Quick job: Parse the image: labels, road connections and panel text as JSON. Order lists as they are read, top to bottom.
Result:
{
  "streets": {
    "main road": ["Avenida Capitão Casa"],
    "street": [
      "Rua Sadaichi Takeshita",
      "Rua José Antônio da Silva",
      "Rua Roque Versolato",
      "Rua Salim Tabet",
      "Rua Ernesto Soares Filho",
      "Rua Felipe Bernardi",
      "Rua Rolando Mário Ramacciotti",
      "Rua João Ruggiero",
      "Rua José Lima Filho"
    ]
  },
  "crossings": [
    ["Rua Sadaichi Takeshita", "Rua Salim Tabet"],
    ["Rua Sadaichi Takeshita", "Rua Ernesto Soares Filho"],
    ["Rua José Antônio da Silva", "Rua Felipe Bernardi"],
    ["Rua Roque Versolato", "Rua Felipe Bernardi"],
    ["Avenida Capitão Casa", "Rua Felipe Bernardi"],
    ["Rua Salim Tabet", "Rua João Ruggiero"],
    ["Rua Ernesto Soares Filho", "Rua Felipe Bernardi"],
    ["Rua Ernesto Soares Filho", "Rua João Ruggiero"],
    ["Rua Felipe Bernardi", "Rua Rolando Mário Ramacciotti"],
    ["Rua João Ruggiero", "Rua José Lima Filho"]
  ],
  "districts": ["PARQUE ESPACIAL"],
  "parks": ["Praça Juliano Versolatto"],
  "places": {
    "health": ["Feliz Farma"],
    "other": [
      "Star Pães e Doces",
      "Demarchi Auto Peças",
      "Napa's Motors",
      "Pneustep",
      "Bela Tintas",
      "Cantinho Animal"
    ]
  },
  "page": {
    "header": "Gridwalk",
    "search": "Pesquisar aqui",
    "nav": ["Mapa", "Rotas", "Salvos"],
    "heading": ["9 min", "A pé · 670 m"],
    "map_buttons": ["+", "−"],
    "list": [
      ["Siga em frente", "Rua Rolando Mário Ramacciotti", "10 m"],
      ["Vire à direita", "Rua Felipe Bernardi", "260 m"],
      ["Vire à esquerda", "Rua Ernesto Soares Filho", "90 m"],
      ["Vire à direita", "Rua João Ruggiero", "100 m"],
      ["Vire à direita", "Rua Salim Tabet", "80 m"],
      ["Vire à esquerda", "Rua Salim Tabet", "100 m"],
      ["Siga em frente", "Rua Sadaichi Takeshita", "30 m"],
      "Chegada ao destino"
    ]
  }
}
----
Would you copy every line from the listing above that has the string "frente" in it?

      ["Siga em frente", "Rua Rolando Mário Ramacciotti", "10 m"],
      ["Siga em frente", "Rua Sadaichi Takeshita", "30 m"],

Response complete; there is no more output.